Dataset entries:
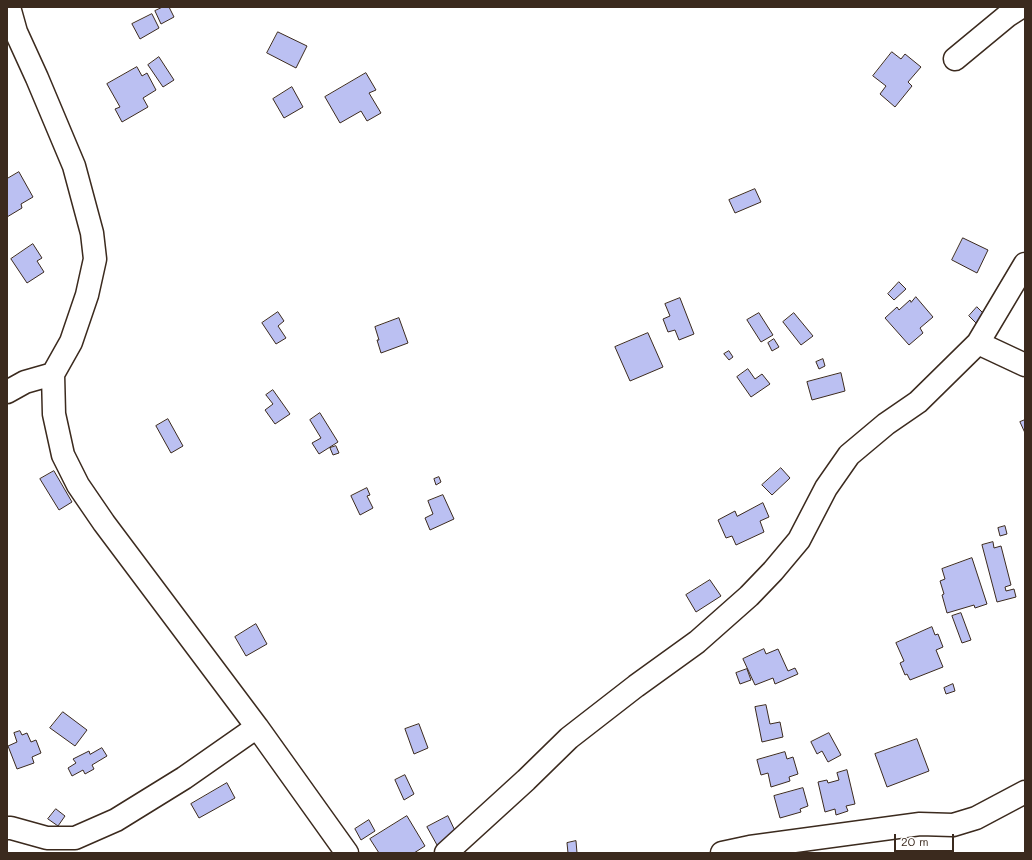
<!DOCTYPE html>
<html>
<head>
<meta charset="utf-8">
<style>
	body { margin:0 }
	#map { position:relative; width:1032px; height:860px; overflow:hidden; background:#fff; font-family:Mali,sans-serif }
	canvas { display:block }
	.frame { position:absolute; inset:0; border:8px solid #3b2a1e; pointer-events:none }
	.scale { position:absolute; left:894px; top:834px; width:60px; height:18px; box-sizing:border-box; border:2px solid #3b2a1e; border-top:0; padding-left:5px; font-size:12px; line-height:14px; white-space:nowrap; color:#3b2a1e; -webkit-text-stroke:3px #fff; paint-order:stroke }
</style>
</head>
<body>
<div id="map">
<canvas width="1032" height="860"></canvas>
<div class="frame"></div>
<div class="scale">20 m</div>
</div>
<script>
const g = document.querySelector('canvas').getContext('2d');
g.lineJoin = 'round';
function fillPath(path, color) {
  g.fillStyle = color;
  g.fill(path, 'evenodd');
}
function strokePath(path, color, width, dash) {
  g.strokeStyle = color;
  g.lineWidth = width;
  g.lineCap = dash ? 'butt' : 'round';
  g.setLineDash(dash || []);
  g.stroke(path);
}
const building = new Path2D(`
	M 163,7 L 169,7 L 174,17 L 161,24 L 155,11 Z
	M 152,14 L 159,28 L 140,39 L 132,24 Z
	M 278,32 L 307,46 L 296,68 L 267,53 Z
	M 892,52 L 901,59 L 905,54 L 921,67 L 908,82 L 912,86 L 895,107 L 880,94 L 886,86 L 873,76 Z
	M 159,57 L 174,80 L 163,87 L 148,65 Z
	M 137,67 L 142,76 L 147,73 L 156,90 L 143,98 L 148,107 L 122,122 L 115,109 L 120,107 L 107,84 Z
	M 366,73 L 376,90 L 369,93 L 381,113 L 367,121 L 361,111 L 340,123 L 325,97 Z
	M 292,87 L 303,107 L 284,118 L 273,99 Z
	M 19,172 L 33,197 L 21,204 L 22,208 L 7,217 L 7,179 Z
	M 755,189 L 761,202 L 735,213 L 729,200 Z
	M 963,238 L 988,250 L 977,273 L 952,260 Z
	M 33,244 L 42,258 L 37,261 L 44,272 L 27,283 L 11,259 Z
	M 899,282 L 906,289 L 894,300 L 888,294 Z
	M 916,297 L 933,317 L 920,328 L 923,333 L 909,345 L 885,318 L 897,307 L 899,310 L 910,300 L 911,302 Z
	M 680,298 L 694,334 L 679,340 L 675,330 L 668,332 L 663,319 L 670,316 L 665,304 Z
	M 977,307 L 985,315 L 977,324 L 969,316 Z
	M 278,312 L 284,321 L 278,326 L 286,338 L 276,344 L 262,323 Z
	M 759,313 L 773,335 L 761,342 L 747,320 Z
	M 794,313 L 813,336 L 801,345 L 783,322 Z
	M 399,318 L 408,343 L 381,353 L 377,340 L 379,340 L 375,327 Z
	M 648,333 L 663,367 L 630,381 L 615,347 Z
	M 774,339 L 779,347 L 772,351 L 768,343 Z
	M 729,351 L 733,357 L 729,360 L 724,354 Z
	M 823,359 L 825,366 L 819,369 L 816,362 Z
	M 748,369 L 755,379 L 762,374 L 770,384 L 751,397 L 737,377 Z
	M 841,373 L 845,391 L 812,400 L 807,382 Z
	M 273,390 L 290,414 L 275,424 L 265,410 L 273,404 L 266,395 Z
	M 320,413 L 338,442 L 319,454 L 312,443 L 321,438 L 310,420 Z
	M 168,419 L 183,446 L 171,453 L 156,426 Z
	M 1025,420 L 1025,433 L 1020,422 Z
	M 336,446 L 339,453 L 333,455 L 330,448 Z
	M 781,468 L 790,478 L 772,495 L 762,485 Z
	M 54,471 L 72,502 L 59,510 L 40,479 Z
	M 439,477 L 441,482 L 436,485 L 434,479 Z
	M 367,488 L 370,495 L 367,496 L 373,508 L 360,515 L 351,496 Z
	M 443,495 L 454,519 L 430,530 L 425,518 L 433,514 L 428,501 Z
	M 763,503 L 769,517 L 760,521 L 764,532 L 736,545 L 732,536 L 726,538 L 718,520 L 735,511 L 737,516 Z
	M 1005,526 L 1007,534 L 1000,536 L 998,528 Z
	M 993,542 L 994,548 L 1001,546 L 1011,585 L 1005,587 L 1006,591 L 1014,589 L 1016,597 L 997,602 L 982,545 Z
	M 972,558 L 987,604 L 975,608 L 974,605 L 947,613 L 942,595 L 944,594 L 940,581 L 945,579 L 942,569 Z
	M 710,580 L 721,596 L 696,612 L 686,595 Z
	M 961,613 L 971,640 L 962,643 L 952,616 Z
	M 256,624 L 267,644 L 246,656 L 235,637 Z
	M 932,627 L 935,635 L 938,634 L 943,647 L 936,650 L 943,667 L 910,680 L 907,674 L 905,675 L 900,663 L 904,661 L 896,643 Z
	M 764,649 L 766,654 L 778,649 L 788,671 L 795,668 L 798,674 L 775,684 L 773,678 L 755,685 L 743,659 Z
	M 747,669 L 751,680 L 740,684 L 736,673 Z
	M 953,684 L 955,691 L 946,694 L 944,688 Z
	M 766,705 L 770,724 L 780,722 L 783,737 L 762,742 L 755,707 Z
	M 63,712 L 87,730 L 75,746 L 50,728 Z
	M 419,724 L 428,748 L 414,754 L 405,729 Z
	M 20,731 L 22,735 L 27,733 L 31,742 L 36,740 L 41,753 L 32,757 L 34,763 L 17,769 L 8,746 L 17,742 L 14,733 Z
	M 829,733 L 841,755 L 828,762 L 822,751 L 817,754 L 811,742 Z
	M 917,739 L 929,771 L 887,787 L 875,754 Z
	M 102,748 L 107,756 L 92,765 L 94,769 L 85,774 L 83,770 L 72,776 L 68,768 L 76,763 L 73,759 L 89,751 L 90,754 Z
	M 785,752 L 787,759 L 793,757 L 798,774 L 789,777 L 790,781 L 771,787 L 768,773 L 761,775 L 757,760 Z
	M 847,770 L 855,804 L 846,806 L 848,811 L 836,815 L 835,809 L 825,812 L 818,782 L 827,780 L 828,783 L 839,780 L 837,773 Z
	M 405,775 L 414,794 L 404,800 L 395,780 Z
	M 227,783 L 235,798 L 199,818 L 191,804 Z
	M 803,788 L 808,806 L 800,809 L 801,812 L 780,818 L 774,796 Z
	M 56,809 L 65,816 L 58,826 L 48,819 Z
	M 407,816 L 425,846 L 414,853 L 379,853 L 370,839 Z
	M 448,816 L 457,835 L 437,845 L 427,827 Z
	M 369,820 L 375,831 L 361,840 L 355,829 Z
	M 576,841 L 577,853 L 568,853 L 567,843 Z`);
const minor = new Path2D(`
	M 9,7 L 16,32 L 37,78 L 74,166 L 92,233 L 95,259 L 87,295 L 71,342 L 53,374 L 54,414 L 63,455 L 78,485 L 104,523 L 257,727 L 347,853
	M 955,59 L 1007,16 L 1021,7
	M 978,343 L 1025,365
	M 7,392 L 25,382 L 53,374
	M 7,828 L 11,828 L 47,838 L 75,838 L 116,820 L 184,778 L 257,727
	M 446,853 L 526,780 L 569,738 L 636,686 L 697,642 L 749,596 L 773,571 L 799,540 L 826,488 L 849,455 L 886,424 L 918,402 L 978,343 L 1025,264
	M 722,853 L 750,847 L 920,824 L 953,825 L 976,818 L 1025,792`);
fillPath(building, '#bbc0f2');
strokePath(building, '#3b2a1e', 1);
strokePath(minor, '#3b2a1e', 25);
strokePath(minor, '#fff', 22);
</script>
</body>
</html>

The task: Reply with a lone number, the count of lines in the data that include the string "function".

Task response: 2